For 42 years at Dokken's Superette, there were a lot of things you couldn't do.
You couldn't get your morning coffee, since 80-year-old owner Ralph Dokken has always opened at 9 a.m.
You couldn't buy a lottery ticket, because they take too long for the people behind you in line. You couldn't pay with debit or credit card, but Dokken could write the purchase on your tab, filing it away under the counter.
This morning is the end of an era: Dokken is handing over the keys to the south Minneapolis store he sold this year.
"We're a modern store with old-fashioned service," Dokken said.
The Roosevelt High yearbooks he kept behind the counter have been packed. Most customers have paid their tabs, though some remain. Regulars have come to say goodbye with cards and a cake.
"He's just amazing -- you'd never believe he's 80," said Marty Demgen, who says he stops by the store nearly every day. "There's other nice people that purvey convenience in the area, but I look at him as a real pioneer. We'll miss him."
Dokken, who served seven years in the Navy and 13 years in the Reserves before working for an airline, bought the store when he was 39.
His six children helped him stock the shelves. His oldest son, Steve, still helps him run it.
"We were practically raised in the store," said Sara Bertges, Dokken's daughter, who said that she and her siblings all worked their way through college there at $2 or $3 per hour.
The south Minneapolis neighborhood has always been good, always working-class, with a small-town feel in the city, said Dokken. He compares it to Andy Griffith's Mayberry.
For the past 42 years, students have walked the two blocks from Roosevelt High School during their lunch hour. Dokken is sure he saw former Gov. Jesse Ventura (James Janos), a 1969 Roosevelt graduate, on the other side of his cash register in the store's early years.
Most of Dokken's business is in the basics: milk, chips, soda, cigarettes, beer. He sold scratch-off lottery tickets for awhile, but "the only people that bought them were the ones that couldn't afford them," he said.
Dokken still measures produce on a Depression-era scale that can price all the way down to a penny a pound, but has evolved more toward convenience store fare.
Dokken has seen "seven or eight" owners come and go at Flag Foods, the convenience store just across 28th Avenue from his. The last change at Dokken's was in 1985, when he remodeled and added freezers.
"After awhile you get really complacent," Dokken said, adding that the new owner will make changes he should have made: opening earlier, adding a coffee bar, taking Visa.
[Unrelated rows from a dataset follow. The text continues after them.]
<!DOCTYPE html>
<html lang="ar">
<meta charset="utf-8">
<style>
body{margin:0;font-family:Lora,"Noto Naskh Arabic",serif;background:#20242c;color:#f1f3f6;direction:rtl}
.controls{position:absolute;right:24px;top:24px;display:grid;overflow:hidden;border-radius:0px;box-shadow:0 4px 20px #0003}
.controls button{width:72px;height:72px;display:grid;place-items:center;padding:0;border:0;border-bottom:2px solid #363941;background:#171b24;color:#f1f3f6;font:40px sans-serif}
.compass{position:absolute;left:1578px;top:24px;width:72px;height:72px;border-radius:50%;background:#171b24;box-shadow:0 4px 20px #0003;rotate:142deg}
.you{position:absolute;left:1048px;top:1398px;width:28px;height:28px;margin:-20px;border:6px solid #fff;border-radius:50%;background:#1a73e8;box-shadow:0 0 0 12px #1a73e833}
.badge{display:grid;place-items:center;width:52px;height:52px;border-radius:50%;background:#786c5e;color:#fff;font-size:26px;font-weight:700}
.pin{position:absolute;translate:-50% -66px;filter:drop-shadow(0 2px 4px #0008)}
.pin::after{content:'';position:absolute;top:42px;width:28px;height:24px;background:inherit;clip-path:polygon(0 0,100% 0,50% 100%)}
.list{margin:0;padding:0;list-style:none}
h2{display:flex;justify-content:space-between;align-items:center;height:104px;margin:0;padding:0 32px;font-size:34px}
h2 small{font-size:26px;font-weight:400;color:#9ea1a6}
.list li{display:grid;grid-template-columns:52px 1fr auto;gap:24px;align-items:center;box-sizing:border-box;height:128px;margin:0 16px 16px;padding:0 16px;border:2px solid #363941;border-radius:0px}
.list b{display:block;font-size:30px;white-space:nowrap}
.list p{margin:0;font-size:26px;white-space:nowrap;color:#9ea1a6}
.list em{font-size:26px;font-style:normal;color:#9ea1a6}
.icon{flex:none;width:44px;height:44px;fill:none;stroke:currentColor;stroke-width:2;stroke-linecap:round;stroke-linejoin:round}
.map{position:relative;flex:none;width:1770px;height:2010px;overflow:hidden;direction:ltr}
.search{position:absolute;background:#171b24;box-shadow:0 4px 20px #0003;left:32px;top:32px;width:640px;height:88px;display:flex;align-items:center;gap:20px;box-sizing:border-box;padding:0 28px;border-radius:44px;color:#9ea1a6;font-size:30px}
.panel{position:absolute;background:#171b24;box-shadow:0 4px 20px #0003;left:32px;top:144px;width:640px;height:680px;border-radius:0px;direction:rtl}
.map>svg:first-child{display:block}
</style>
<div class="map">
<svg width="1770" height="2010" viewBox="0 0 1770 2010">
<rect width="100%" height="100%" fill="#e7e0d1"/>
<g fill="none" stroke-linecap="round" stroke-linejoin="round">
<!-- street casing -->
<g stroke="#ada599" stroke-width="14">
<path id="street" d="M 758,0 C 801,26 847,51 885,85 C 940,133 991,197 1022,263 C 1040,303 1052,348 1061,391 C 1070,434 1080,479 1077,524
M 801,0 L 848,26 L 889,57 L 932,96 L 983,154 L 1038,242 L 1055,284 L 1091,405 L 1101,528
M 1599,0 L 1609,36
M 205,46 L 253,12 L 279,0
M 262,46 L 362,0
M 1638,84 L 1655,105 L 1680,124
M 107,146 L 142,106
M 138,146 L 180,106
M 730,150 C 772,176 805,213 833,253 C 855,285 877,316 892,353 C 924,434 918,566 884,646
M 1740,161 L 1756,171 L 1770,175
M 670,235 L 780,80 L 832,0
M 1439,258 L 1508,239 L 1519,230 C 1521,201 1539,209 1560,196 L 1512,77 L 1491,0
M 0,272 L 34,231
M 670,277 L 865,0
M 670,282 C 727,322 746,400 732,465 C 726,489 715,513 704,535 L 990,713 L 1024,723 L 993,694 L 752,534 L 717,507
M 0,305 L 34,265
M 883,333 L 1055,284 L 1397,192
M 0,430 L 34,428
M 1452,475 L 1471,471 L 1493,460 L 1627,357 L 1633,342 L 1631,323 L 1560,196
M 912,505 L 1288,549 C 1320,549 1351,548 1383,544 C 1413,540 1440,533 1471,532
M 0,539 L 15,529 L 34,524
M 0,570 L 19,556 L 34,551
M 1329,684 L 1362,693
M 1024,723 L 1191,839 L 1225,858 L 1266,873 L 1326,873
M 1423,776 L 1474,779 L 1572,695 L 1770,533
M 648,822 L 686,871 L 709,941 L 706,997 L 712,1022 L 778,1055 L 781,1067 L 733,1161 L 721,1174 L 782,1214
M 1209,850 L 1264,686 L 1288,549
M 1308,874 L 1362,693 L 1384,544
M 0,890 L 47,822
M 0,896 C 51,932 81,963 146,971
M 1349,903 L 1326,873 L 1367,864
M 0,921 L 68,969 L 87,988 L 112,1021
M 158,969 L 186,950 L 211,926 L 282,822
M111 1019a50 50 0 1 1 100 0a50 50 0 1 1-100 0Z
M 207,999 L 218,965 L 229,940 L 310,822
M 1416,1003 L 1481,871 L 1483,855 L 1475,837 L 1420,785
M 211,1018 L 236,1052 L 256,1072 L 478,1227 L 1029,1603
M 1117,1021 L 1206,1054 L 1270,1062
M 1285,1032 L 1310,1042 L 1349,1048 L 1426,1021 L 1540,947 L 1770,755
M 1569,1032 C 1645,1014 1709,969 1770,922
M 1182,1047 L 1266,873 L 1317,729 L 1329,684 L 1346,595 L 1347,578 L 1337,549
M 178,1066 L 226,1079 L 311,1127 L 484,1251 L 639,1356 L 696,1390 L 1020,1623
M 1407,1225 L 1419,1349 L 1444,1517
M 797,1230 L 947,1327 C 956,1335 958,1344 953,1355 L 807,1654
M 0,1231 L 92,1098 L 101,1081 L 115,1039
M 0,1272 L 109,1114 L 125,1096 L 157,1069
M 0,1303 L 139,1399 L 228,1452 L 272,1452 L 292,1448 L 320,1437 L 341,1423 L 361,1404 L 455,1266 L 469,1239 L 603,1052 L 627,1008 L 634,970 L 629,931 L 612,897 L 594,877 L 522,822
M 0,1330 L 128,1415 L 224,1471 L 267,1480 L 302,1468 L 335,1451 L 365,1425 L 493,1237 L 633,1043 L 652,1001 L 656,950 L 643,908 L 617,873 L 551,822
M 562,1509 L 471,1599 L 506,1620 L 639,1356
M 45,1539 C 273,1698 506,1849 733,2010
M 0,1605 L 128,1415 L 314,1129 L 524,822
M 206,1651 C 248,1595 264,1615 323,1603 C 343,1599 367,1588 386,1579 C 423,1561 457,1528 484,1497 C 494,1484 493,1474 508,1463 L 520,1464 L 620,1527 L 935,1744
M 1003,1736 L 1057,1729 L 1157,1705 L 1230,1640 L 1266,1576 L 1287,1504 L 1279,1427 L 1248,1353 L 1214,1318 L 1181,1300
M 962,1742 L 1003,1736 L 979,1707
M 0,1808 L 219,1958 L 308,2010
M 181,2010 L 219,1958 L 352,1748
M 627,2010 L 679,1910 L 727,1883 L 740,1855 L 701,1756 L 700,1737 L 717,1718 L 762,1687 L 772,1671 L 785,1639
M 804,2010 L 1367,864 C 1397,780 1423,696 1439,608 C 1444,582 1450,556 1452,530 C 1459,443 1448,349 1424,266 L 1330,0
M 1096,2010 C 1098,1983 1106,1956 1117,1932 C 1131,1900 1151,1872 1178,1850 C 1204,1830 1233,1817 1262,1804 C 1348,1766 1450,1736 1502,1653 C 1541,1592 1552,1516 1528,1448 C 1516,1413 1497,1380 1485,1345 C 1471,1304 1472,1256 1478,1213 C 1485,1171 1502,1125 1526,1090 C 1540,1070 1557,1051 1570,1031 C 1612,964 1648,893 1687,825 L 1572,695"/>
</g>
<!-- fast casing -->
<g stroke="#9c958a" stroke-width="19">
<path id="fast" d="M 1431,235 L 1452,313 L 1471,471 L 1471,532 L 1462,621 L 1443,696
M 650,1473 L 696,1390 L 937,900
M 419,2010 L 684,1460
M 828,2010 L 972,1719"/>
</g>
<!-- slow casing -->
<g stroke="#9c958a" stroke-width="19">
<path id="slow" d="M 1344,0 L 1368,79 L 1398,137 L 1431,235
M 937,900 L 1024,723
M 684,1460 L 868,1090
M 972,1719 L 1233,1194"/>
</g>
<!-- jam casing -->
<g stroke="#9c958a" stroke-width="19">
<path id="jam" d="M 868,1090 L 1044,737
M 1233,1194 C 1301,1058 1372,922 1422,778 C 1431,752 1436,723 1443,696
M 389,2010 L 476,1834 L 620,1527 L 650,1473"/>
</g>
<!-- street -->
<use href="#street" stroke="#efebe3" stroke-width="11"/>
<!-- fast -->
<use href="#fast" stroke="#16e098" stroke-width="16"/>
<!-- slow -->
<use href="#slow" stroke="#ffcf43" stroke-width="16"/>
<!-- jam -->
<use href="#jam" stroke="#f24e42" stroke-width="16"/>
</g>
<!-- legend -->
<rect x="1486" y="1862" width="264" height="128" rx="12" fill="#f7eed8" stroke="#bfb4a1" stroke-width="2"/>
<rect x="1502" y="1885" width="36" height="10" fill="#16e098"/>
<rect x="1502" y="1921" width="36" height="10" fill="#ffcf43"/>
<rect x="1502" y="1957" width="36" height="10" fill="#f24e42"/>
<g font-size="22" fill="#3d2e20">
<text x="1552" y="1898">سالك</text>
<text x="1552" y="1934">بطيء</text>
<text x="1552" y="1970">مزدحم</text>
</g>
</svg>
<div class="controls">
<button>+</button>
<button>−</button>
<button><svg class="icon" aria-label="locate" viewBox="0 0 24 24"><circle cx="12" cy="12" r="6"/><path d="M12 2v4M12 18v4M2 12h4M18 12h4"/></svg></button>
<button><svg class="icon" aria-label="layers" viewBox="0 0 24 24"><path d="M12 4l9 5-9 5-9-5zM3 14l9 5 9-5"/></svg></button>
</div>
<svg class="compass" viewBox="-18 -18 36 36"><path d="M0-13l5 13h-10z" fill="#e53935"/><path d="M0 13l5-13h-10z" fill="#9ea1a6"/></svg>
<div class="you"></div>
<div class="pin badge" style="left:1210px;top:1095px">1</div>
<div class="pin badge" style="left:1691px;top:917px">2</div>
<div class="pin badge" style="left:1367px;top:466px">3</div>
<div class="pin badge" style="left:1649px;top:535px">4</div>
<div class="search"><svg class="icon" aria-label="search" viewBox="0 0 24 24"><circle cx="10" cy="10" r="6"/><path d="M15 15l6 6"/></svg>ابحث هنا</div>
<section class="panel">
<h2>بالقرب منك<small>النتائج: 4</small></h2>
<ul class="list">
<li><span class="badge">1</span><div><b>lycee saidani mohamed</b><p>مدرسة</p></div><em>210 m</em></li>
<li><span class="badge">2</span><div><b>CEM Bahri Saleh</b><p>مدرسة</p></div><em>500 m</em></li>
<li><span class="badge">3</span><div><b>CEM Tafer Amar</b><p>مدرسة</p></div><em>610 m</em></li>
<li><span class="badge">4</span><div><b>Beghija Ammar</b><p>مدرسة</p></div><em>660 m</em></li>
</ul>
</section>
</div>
For years, his children wanted him to sell the store, worried about his age, Bertges said. This spring, he was robbed and beaten on St. Patrick's Day.
"I'm 80 years old. I'm tired," Dokken said. But he's not sure what he'll do now: "I have no hobbies."
Today, he's taking a final inventory at 8 a.m., then closing until 10 a.m., when the new owner will take over.
The few tabs stacked on the counter, with "Minute Maid juice" or "bag of ice" handwritten next to prices, will probably just go unpaid.
Dokken's Superette will still be the neighborhood store, but not the same without Dokken, shopper Demgen said.
"I'll still be going there," he said. "But I won't make the point of going there that I always have."